Former infantry officer and military historian Mark Corby begs to differ with the result of the poll published in last month’s Military Times.
Was Alexander of Macedon the greatest commander of all time? His uncle, Alexander of Epirus, certainly did not think so. When, during his campaign in Italy, news of Alexander’s victories in Persia were brought to him, he remarked contemptuously, ‘Tell Alexander, whilst he fights women, I fight men!’. Shortly afterwards, in 331 BC, as if to reiterate the point, Alexander of Epirus was cut down and killed at Pandosia in Lucania.
Three of the young Alexander’s four great victories were achieved against the Persians, a nation that today would be described as a ‘paper tiger’. Since Marathon in490 BC, it had been obvious to the Greek world that whereas the Persians possessed a passable cavalry arm, their infantry was worse than useless and had no stomach for close-quarter battle. This point was well illustrated by the Greek historian and soldier Xenophon in his account of how 10,000 Greek mercenaries penetrated to the very heart of the Persian Empire and then successfully withdrew in the years 401-399 BC. Persia’s only strength was that it was rich and could hire Greek mercenary infantry when required.

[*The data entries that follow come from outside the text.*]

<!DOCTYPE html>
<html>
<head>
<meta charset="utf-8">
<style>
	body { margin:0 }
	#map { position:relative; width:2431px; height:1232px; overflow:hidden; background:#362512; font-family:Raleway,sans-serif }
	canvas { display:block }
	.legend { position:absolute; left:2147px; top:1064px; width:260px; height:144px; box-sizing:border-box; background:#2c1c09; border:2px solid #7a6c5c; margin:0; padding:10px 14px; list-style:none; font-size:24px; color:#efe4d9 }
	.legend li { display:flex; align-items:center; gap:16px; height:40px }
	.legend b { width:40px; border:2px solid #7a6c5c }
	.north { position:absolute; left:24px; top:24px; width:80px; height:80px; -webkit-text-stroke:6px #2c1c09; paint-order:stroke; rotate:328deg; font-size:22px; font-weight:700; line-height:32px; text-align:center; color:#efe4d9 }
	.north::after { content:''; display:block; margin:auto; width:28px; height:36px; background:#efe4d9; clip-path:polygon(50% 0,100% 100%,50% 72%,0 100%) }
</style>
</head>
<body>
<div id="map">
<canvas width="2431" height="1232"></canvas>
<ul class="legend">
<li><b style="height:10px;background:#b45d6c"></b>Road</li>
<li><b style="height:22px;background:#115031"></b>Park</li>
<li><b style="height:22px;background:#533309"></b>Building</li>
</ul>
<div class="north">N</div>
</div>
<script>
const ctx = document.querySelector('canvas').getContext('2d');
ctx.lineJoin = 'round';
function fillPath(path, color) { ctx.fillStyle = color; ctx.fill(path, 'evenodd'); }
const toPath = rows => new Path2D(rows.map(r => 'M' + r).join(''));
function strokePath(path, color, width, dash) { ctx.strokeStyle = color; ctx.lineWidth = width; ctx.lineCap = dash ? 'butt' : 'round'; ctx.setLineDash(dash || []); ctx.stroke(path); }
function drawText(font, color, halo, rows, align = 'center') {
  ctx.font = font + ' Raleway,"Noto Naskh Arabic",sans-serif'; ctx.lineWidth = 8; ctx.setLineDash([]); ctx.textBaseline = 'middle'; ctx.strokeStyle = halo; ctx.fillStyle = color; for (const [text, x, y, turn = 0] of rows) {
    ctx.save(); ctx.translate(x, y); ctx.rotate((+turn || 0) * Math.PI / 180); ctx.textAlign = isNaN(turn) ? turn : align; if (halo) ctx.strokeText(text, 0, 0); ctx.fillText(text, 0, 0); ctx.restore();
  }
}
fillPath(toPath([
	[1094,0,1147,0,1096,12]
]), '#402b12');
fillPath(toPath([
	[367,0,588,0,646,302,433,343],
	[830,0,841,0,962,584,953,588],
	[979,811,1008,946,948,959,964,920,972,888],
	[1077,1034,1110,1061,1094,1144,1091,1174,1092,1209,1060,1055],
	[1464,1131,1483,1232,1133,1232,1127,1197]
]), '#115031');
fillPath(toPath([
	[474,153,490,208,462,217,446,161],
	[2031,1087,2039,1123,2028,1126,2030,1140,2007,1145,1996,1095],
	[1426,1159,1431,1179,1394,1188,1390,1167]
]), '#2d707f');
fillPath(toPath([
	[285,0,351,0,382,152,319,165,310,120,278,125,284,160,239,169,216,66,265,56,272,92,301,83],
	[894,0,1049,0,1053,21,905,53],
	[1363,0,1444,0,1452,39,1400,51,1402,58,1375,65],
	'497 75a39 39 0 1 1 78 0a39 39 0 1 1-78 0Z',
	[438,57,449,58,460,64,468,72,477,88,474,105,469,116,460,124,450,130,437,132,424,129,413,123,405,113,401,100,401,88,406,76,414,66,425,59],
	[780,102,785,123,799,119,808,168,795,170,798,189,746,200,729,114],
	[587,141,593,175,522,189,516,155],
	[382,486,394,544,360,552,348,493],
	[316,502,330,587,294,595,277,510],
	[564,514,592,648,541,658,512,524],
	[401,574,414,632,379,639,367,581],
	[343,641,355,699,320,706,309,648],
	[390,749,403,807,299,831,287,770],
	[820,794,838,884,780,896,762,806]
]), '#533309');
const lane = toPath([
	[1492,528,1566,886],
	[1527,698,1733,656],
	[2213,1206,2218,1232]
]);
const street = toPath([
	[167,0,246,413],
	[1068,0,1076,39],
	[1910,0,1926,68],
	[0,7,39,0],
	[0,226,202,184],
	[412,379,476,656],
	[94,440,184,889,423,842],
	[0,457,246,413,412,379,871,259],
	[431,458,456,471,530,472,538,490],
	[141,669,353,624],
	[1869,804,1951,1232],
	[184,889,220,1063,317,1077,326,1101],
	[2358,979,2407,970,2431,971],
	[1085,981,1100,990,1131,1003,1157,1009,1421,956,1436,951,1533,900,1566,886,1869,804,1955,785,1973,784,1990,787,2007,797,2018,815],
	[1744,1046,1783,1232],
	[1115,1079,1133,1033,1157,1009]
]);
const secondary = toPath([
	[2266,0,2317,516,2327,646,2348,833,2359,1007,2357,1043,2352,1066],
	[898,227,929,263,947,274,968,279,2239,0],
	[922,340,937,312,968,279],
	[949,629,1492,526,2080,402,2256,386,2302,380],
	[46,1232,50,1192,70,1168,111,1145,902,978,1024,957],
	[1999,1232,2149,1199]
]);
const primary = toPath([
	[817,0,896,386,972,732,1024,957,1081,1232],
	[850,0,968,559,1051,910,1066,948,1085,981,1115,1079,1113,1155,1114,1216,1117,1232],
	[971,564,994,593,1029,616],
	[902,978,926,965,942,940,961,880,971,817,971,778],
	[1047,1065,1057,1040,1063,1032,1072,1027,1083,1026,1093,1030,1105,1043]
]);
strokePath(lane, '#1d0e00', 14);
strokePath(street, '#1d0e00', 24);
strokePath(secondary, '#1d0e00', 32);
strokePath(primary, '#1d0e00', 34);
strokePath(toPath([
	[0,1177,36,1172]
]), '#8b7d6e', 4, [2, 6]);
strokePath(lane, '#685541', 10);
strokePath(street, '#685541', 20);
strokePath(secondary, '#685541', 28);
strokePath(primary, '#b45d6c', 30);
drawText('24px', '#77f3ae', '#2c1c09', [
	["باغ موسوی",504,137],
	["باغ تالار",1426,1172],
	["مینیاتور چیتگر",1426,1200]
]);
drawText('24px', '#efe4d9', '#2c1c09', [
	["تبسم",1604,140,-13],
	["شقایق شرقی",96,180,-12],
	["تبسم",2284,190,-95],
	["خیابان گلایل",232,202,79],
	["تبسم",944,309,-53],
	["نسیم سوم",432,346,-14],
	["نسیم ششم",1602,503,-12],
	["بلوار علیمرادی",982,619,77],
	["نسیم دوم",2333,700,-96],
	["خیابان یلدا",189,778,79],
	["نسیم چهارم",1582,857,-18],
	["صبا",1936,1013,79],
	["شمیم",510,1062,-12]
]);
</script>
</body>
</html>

Besides inheriting the finest army in the world from his homicidal father Philip II, Alexander also ‘inherited’ Philip’s outstanding Chief-of-Staff, the 64-year-old Parmenion. In Arrian’s eulogistic account of the life of Alexander, Parmenion is caricatured as cautious and indecisive, in contrast to the testosterone-fuelled aggression of Alexander. In fact, Alexander seems to have behaved exactly as one would have expected a young cavalry commander, tinged with homo-erotic impulses, to have behaved. Forever pursuing danger, heedless of risk, yet never in full command and control of the battle. Meanwhile, Parmenion, commanding the infantry phalanx was the true general. It is also hardly creditable that Alexander gave much thought to the enormous logistical problems his army faced. Again, it is more that probable that Parmenion’s wealth of experience was the driving force in dealing with such mundane but vital matters.
A resumé of the relevant battles illustrates these points. At the Granicus, Alexander faced a Persian army augmented by a strong Greek mercenary force. He spent the entire battle commanding the cavalry fighting and subsequent pursuit, a task he should have delegated to a subordinate. Commanders are expected to command,not indulge themselves in gratuitous bloodletting. Parmenion was the true commander, executing the opposed river crossing and destroying the Greek mercenary infantry phalanx.
At Issus, the scene was almost identical. Alexander hurtled off the battlefield to pursue the ‘Great King’ (Darius III), whilst Parmenion led the infantry attack against the last of the Greek mercenaries and ended up in control of the ground, awaiting the return of his adolescent king. At this stage, Persia had no further forces and a thrust to her heartland should have finished her off. However, she was now given a respite of nearly two years, during which Alexander indulged himself in mopping up operations and a sightseeing tour of Egypt. No doubt the real motive for this delay was to allow Darius time to gather yet another army for the climactic battle, Gaugamela.
The Persian duly obliged, producing an enormous polyglot horde, rather than any credible force – a situation echoed, more than two millennia later in 1940, by the Italian Army in North Africa. He had no reliable infantry whatsoever; his fighting force consisting of miscellaneous cavalry and chariots. Perhaps understandably on this occasion, Alexander again indulged himself as the cavalry commander, whilst Parmenion took and held the ground. Yet again, the Great King, whose motto appears to have been ‘run away’, escaped, only to be assassinated by a disgruntled officer, thus bringing to an end one the most feeble defences in history.
Alexander was certainly an heroic figure, and an outstanding cavalry commander. However, his youth, coupled with a predisposition to show off, make it unlikely he had the either the temperament or the dedication to be a great commander. For this myth we can thank the sycophantic words of Arrian – written over 400 years later.
Mark Corby is a former Officer in the Welsh Guards and the presenter of a number of TV documentaries on warfare in the ancient world. He occasionally lectures on Classical warfare at University College London, and is the author of numerous papers on the subject.